### [PROBLEM REQUIREMENTS]
The stretch from the line with "display:flex; align-items:center; justify-content:space-between;" through the line with "height:8px; border-radius:4px; background:#e1e1e2" in the records below: write it out exactly, and nothing else.

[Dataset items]
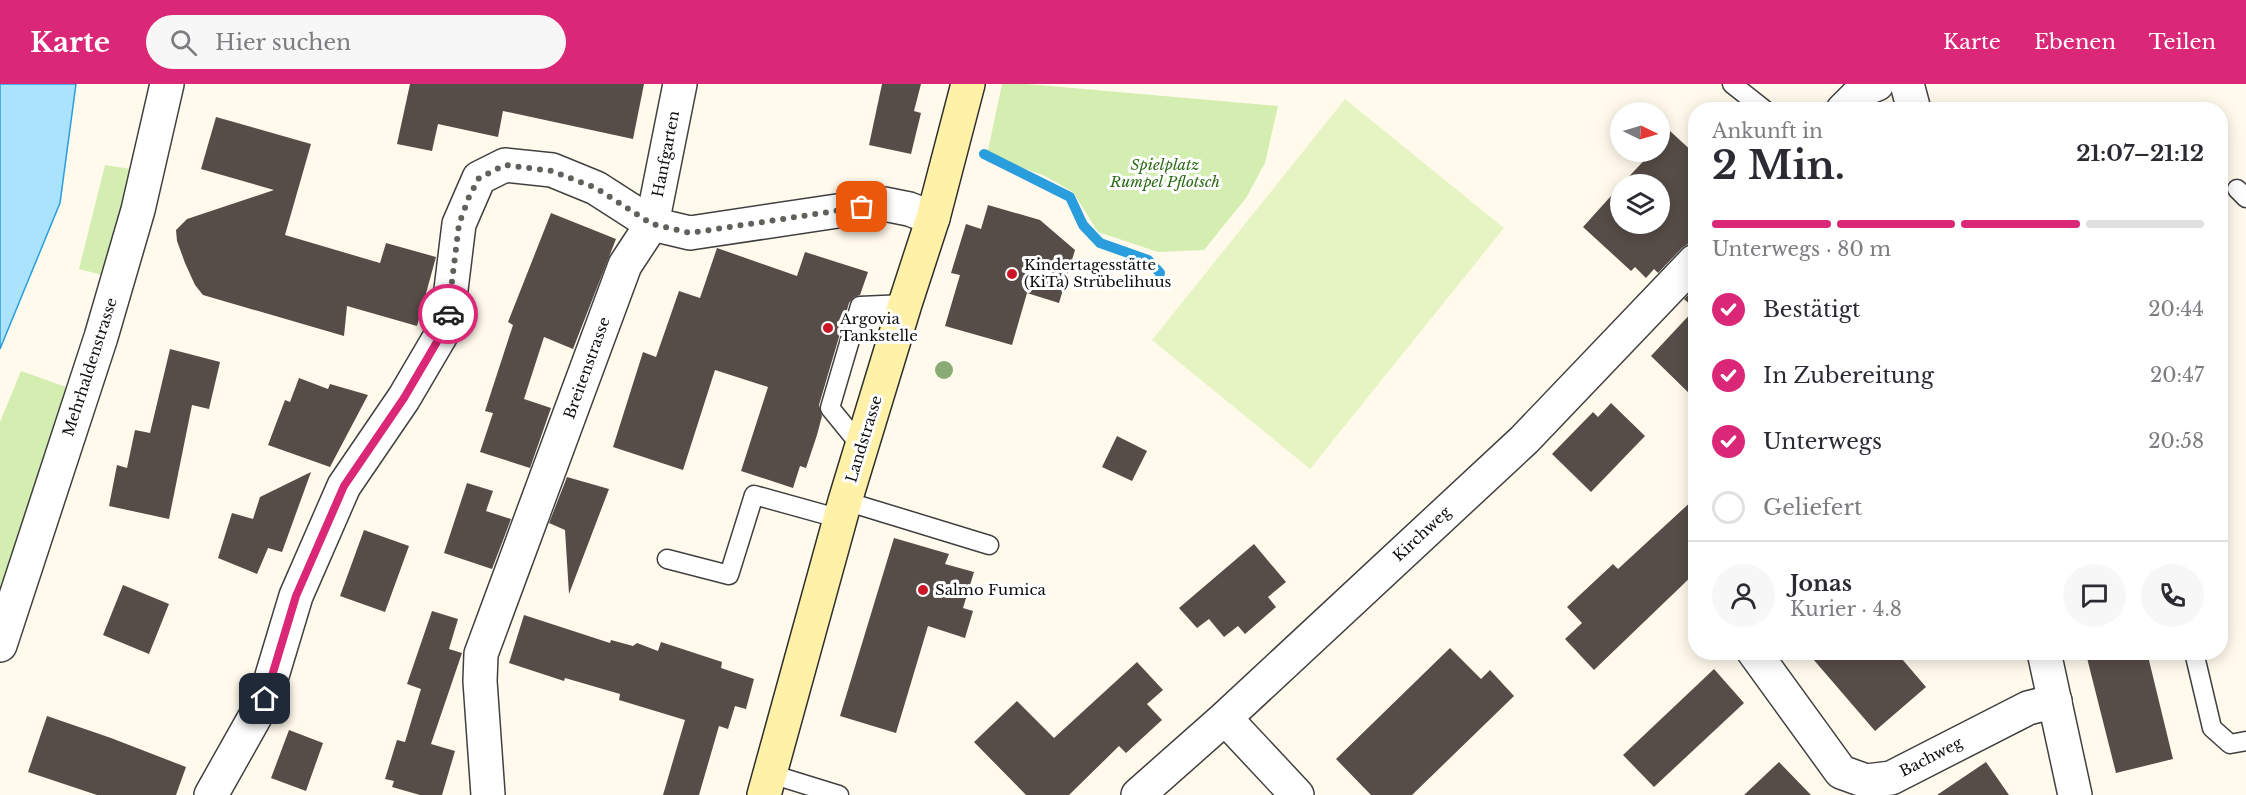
<!DOCTYPE html>
<html lang="de">
<head>
<meta charset="utf-8">
<style>
  body { margin:0; font-family:"Libre Baskerville",serif; background:#f7f7f7; color:#2b2b33; height:100vh; display:flex; flex-direction:column; font-size:22px; white-space:nowrap }
  * { box-sizing:border-box; margin:0 }
  p { font-size:20px; color:#7c7c81 }
  .icon { flex:none; width:33px; height:33px; fill:none; stroke:currentColor; stroke-width:2; stroke-linecap:round; stroke-linejoin:round }
  .map { position:relative; flex:1; overflow:hidden }
  .drawer { position:absolute; left:1688px; top:18px; width:540px; height:558px; display:flex; flex-direction:column; background:#fff; border-radius:24px; box-shadow:0 3px 15px #0003 }
  .drawer>* { flex:none }
  .needle { width:39px; rotate:95deg }
  .tools { position:absolute; left:1610px; top:18px; display:grid; gap:12px }
  .tools a { display:grid; place-items:center; width:60px; height:60px; border-radius:50%; background:#fff; box-shadow:0 3px 15px #0003; font-size:30px }
  .pin { position:absolute; display:grid; place-items:center; width:51px; height:51px; color:#fff; margin:-26px; border-radius:12px; box-shadow:0 3px 9px #0006 }
  .courier { position:absolute; display:grid; place-items:center; width:60px; height:60px; margin:-30px; border:4px solid #db2777; border-radius:50%; background:#fff; color:#222; box-shadow:0 2px 8px #0007 }
  .summary em { font-style:normal; font-weight:800 }
  .summary div { display:flex; flex-direction:column-reverse }
  .summary { display:flex; align-items:center; justify-content:space-between; height:102px; padding:0 24px }
  h1 { font-size:39px; font-weight:800; line-height:45px }
  .bar { display:grid; grid-template-columns:repeat(4,1fr); gap:9px 6px; align-content:center; height:72px; padding:0 24px }
  .bar i { height:8px; border-radius:4px; background:#e1e1e2 }
  .bar .on { background:#db2777 }
  .bar p { grid-column:span 4 }
  .line { display:flex; align-items:center; gap:15px; padding:0 24px; border-top:2px solid #e1e1e2 }
  .line div { flex:1 }
  .round { display:grid; place-items:center; flex:none; width:63px; height:63px; border-radius:32px; background:#f7f7f7 }
  ol { padding:0 24px; list-style:none }
  li { display:flex; align-items:center; gap:18px; height:66px }
  li p { margin-inline-start:auto }
  li .icon { padding:6px; border-radius:50%; background:#db2777; color:#fff; stroke-width:4 }
  li:last-child { color:#7c7c81 }
  li i { width:33px; height:33px; border:3px solid #e1e1e2; border-radius:50% }
  header { display:flex; align-items:center; gap:36px; box-sizing:border-box; height:84px; padding:0 30px; background:#db2777; color:#fff }
  header strong { font-size:28px }
  nav { display:flex; gap:33px; margin-inline-start:auto; font-size:21px }
  .search { width:420px; height:54px; background:#f7f7f7; display:flex; align-items:center; gap:15px; box-sizing:border-box; padding:0 21px; border-radius:33px; color:#7c7c81; font-size:22px }
  .map>svg:first-child { display:block }
  .green { fill:#d4eeb2 }
  .pitch { fill:#e6f4c4 }
  .water { fill:#abe2fd; stroke:#2a9edc; stroke-width:1.5 }
  .lines { fill:none; stroke-linecap:round; stroke-linejoin:round }
  .stream { stroke:#2a9edc; stroke-width:10 }
  .building { fill:#574d48 }
  .service-casing { stroke:#404040; stroke-width:21 }
  .minor-casing { stroke:#404040; stroke-width:36 }
  .tertiary-casing { stroke:#404040; stroke-width:36 }
  .secondary-casing { stroke:#2f2f2f; stroke-width:36 }
  .service { stroke:#fff; stroke-width:18 }
  .minor { stroke:#fff; stroke-width:33 }
  .tertiary { stroke:#fff; stroke-width:33 }
  .secondary { stroke:#fff1a7; stroke-width:33 }
  .tree { fill:#8bab76 }
  .done { stroke:#62605b; stroke-width:6; stroke-dasharray:0 10.8 }
  .route { stroke:#db2777; stroke-width:8 }
  .poi-dot { fill:#cb1628; stroke:#fff; stroke-width:2 }
  .labels { text-anchor:middle; stroke-width:6; stroke-linejoin:round; paint-order:stroke }
  .street-label { font-size:15px; fill:#0d0d0d; stroke:#fff }
  .park-label { font-size:15px; font-style:italic; fill:#2c6b16; stroke:#fff }
  .poi-label { font-size:15px; fill:#0d0d0d; stroke:#fff; text-anchor:start }
</style>
</head>
<body>
<header>
<strong>Karte</strong>
<div class="search"><svg class="icon" aria-label="search" viewBox="0 0 24 24"><circle cx="10" cy="10" r="6"/><path d="M15 15l6 6"/></svg>Hier suchen</div>
<nav><a>Karte</a><a>Ebenen</a><a>Teilen</a></nav>
</header>
<div class="map">
<svg width="2246" height="711" viewBox="0 0 2246 711">
  <rect width="100%" height="100%" fill="#fffaec"/>
  <path class="green" d="M1002,0h25l251,22 -13,57 -19,35 -42,52 -46,2 -60,-20 -25,-40 -28,-16 -58,-21z
    M105,81l32,5 -27,107 -31,-8z
    M21,287l48,17 -69,211v-177z"/>
  <path class="pitch" d="M1345,15l159,129 -194,241 -158,-129z"/>
  <path class="water" d="M0,0h76l-16,119 -60,146z"/>
  <g class="lines">
    <path class="stream" d="M984,70l86,43 13,28 17,18 48,17 12,13"/>
  </g>
  <path class="building" d="M410,0h234l-11,55 -130,-28 -5,26 -60,-13 -6,27 -35,-7z
    M882,0h39l-7,27 7,2 -10,41 -42,-9z
    M216,33l95,27 -26,91 95,28 6,-20 50,14 -19,69 -70,-20 -3,30 -141,-41 -8,-10 -10,-22 -8,-22 -1,-11 11,-11 87,-29 -73,-21z
    M1670,47l25,23v89h-6l-7,5 -24,25 -4,-4 -8,9 -11,-11 -4,4 -48,-44 37,-41v38h39v-40h-37l30,-32h7v-8z
    M988,121l52,15 35,30 -16,53 -32,-10 -15,52 -67,-19 15,-51 -9,-2 15,-49 15,5z
    M551,129l65,26 -43,110 -29,-12 -20,62 27,9 -21,60 -50,-16 13,-39 -8,-2 28,-86 -5,-3z
    M717,164l80,28 8,-24 63,20 -8,23 -6,2 -5,6 -30,102 3,11 -5,19 -11,33 -6,-2 -7,22 -52,-17 27,-84 -53,-17 -32,100 -70,-23 30,-95 13,5 23,-66 21,7z
    M1695,204v111l-44,-43 44,-47 -11,-10z
    M170,265l50,13 -11,47 -17,-4 -23,114 -60,-13 8,-41 10,3 8,-38 15,3z
    M299,294l29,11 2,-5 38,11 -38,72 -62,-22 17,-45 5,2z
    M1611,319l34,33 -54,56 -39,-38 41,-42 5,5z
    M1117,352l30,15 -15,30 -30,-14z
    M311,388l-29,80 -14,-4 -11,26 -39,-16 14,-45 21,6 7,-22z
    M567,393l42,12 -40,105 -4,-64 -16,-7z
    M467,399l26,8 -7,20 25,8 -19,50 -48,-16z
    M1695,414v75l-101,97 -29,-31 17,-16 -15,-16 46,-43 5,5z
    M364,446l45,16 -24,66 -45,-16z
    M894,454l55,16 -4,10 29,8 -11,36 10,3 -8,27 -37,-12 -32,107 -56,-17z
    M1254,460l32,38 -18,15 8,10 -31,27 -7,-8 -14,11 -15,-18 -12,9 -18,-20z
    M123,501l46,19 -20,50 -46,-19z
    M432,527l26,8 -9,30 13,4 -31,91 24,7 -13,44h-22l-28,-8 2,-6 -9,-2 12,-39 8,2 16,-53 -14,-5z
    M524,531l86,28 1,-3 22,6 4,-3 21,8 3,-9 61,20 -1,6 33,11 -8,30 -11,-3 -7,23 -9,-3 -20,69h-36l22,-75 -66,-20 1,-6 -55,-16 -1,3 -55,-18z
    M1450,564l31,31 9,-9 24,26 -102,99h-41l-35,-36z
    M1807,568h89l30,35 -51,44z
    M2109,568h38l26,107 -57,14 -29,-115z
    M1137,578l26,28 -16,14 15,16 -36,33 -7,-7 -50,49h-43l-52,-53 43,-41 37,37z
    M1714,585l30,34 -90,84 -31,-32z
    M47,632l64,22 75,29 -10,28h-79l-69,-23z
    M289,646l34,13 -17,48 -35,-13z
    M1779,678l32,33h-67z
    M1986,678l23,33h-72z"/>
  <g class="lines">
    <defs>
      <path id="service" d="M1732,0l33,26
        M2237,105l9,9
        M861,362l-31,-38 30,-102 45,-2
        M845,417l144,44
        M667,475l62,16 25,-80 87,24
        M2194,568l18,76 18,16 16,-3
        M771,690l68,21"/>
      <path id="minor" d="M1843,26l21,-21 13,-5
        M0,561l101,-308 37,-127 29,-126
        M1754,568l87,120 25,9 25,-3 137,-70 27,-7
        M1225,634l72,77
        M211,711l54,-96 31,-103 48,-110 60,-88 37,-63 7,-21 11,-90 20,-46 26,-13 47,5 44,18 56,36 28,-140
        M488,711l-8,-114 1,-27 144,-389 27,-41 38,9 194,-29 25,5 24,9
        M1138,711l87,-77 299,-278 171,-179"/>
      <path id="tertiary" d="M1907,0l7,26
        M2044,568l31,143"/>
      <path id="secondary" d="M764,711l81,-294 60,-197 28,-86 35,-134"/>
    </defs>
    <use href="#service" class="service-casing"/>
    <use href="#minor" class="minor-casing"/>
    <use href="#tertiary" class="tertiary-casing"/>
    <use href="#secondary" class="secondary-casing"/>
    <use href="#service" class="service"/>
    <use href="#minor" class="minor"/>
    <use href="#tertiary" class="tertiary"/>
    <use href="#secondary" class="secondary"/>
  </g>
  <circle class="tree" cx="944" cy="286" r="9"/>
  <g class="lines">
    <path class="done" d="M448,230l11,-90 10,-27 10,-19 26,-13 47,6 44,17 56,36 38,9 172,-26"/>
    <path class="route" d="M265,615l31,-103 48,-110 60,-88 37,-63 7,-21"/>
  </g>
  <g class="poi-dot">
    <circle cx="1012" cy="190" r="6"/>
    <circle cx="828" cy="244" r="6"/>
    <circle cx="923" cy="506" r="6"/>
  </g>
  <g class="labels">
    <g class="street-label">
      <text transform="translate(666 70) rotate(-79)" y="5">Hanfgarten</text>
      <text transform="translate(90 283) rotate(-72)" y="5">Mehrhaldenstrasse</text>
      <text transform="translate(587 284) rotate(-70)" y="5">Breitenstrasse</text>
      <text transform="translate(864 355) rotate(-73)" y="5">Landstrasse</text>
      <text transform="translate(1422 450) rotate(-43)" y="5">Kirchweg</text>
      <text transform="translate(1931 673) rotate(-27)" y="5">Bachweg</text>
    </g>
    <g class="park-label">
      <text x="1165" y="86">Spielplatz<tspan x="1165" dy="17">Rumpel Pflotsch</tspan></text>
    </g>
    <g class="poi-label">
      <text x="1024" y="186">Kindertagesstätte<tspan x="1024" dy="17">(KiTa) Strübelihuus</tspan></text>
      <text x="840" y="240">Argovia<tspan x="840" dy="17">Tankstelle</tspan></text>
      <text x="935" y="511">Salmo Fumica</text>
    </g>
  </g>
</svg>
<div class="tools">
<a><svg class="needle" viewBox="-14 -14 28 28"><path d="M0-13l5 13h-10z" fill="#e53935"/><path d="M0 13l5-13h-10z" fill="#7c7c81"/></svg></a>
<a><svg class="icon" aria-label="layers" viewBox="0 0 24 24"><path d="M12 4l9 5-9 5-9-5zM3 14l9 5 9-5"/></svg></a>
</div>
<div class="pin" style="left:862px;top:123px;background:#ea580c"><svg class="icon" aria-label="bag" viewBox="0 0 24 24"><path d="M5 8h14l-1 12H6zM9 8a3 3 0 0 1 6 0"/></svg></div>
<div class="pin" style="left:265px;top:615px;background:#1f2937"><svg class="icon" aria-label="home" viewBox="0 0 24 24"><path d="M3 11l9-7 9 7M6 9v11h12V9"/></svg></div>
<div class="courier" style="left:448px;top:230px"><svg class="icon" aria-label="car" viewBox="0 0 24 24"><path d="M5 17H2v-5l4-1 3-4h7l3 4 3 1v5h-3M9 17h6M6 11h13"/><circle cx="7" cy="17" r="2"/><circle cx="17" cy="17" r="2"/></svg></div>
<section class="drawer">
<div class="summary"><div><h1>2 Min.</h1><p>Ankunft in</p></div><em>21:07–21:12</em></div>
<div class="bar"><i class="on"></i><i class="on"></i><i class="on"></i><i></i><p>Unterwegs · 80 m</p></div>
<ol>
<li><svg class="icon" aria-label="check" viewBox="0 0 24 24"><path d="M5 12l5 5 9-10"/></svg>Bestätigt<p>20:44</p></li>
<li><svg class="icon" aria-label="check" viewBox="0 0 24 24"><path d="M5 12l5 5 9-10"/></svg>In Zubereitung<p>20:47</p></li>
<li><svg class="icon" aria-label="check" viewBox="0 0 24 24"><path d="M5 12l5 5 9-10"/></svg>Unterwegs<p>20:58</p></li>
<li><i></i>Geliefert</li>
</ol>
<div class="line" style="height:108px"><a class="round"><svg class="icon" aria-label="person" viewBox="0 0 24 24"><circle cx="12" cy="8" r="4"/><path d="M4 21q1-7 8-7t8 7"/></svg></a><div><b>Jonas</b><p>Kurier · 4.8</p></div><a class="round"><svg class="icon" aria-label="chat" viewBox="0 0 24 24"><path d="M4 5h16v11H9l-5 4z"/></svg></a><a class="round"><svg class="icon" aria-label="phone" viewBox="0 0 24 24"><path d="M5 4h4l2 5-3 2q2 4 5 5l2-3 5 2v4C11 20 4 13 5 4z"/></svg></a></div>
</section>
</div>
</body>
</html>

### [ANSWER AREA]
  .summary { display:flex; align-items:center; justify-content:space-between; height:102px; padding:0 24px }
  h1 { font-size:39px; font-weight:800; line-height:45px }
  .bar { display:grid; grid-template-columns:repeat(4,1fr); gap:9px 6px; align-content:center; height:72px; padding:0 24px }
  .bar i { height:8px; border-radius:4px; background:#e1e1e2 }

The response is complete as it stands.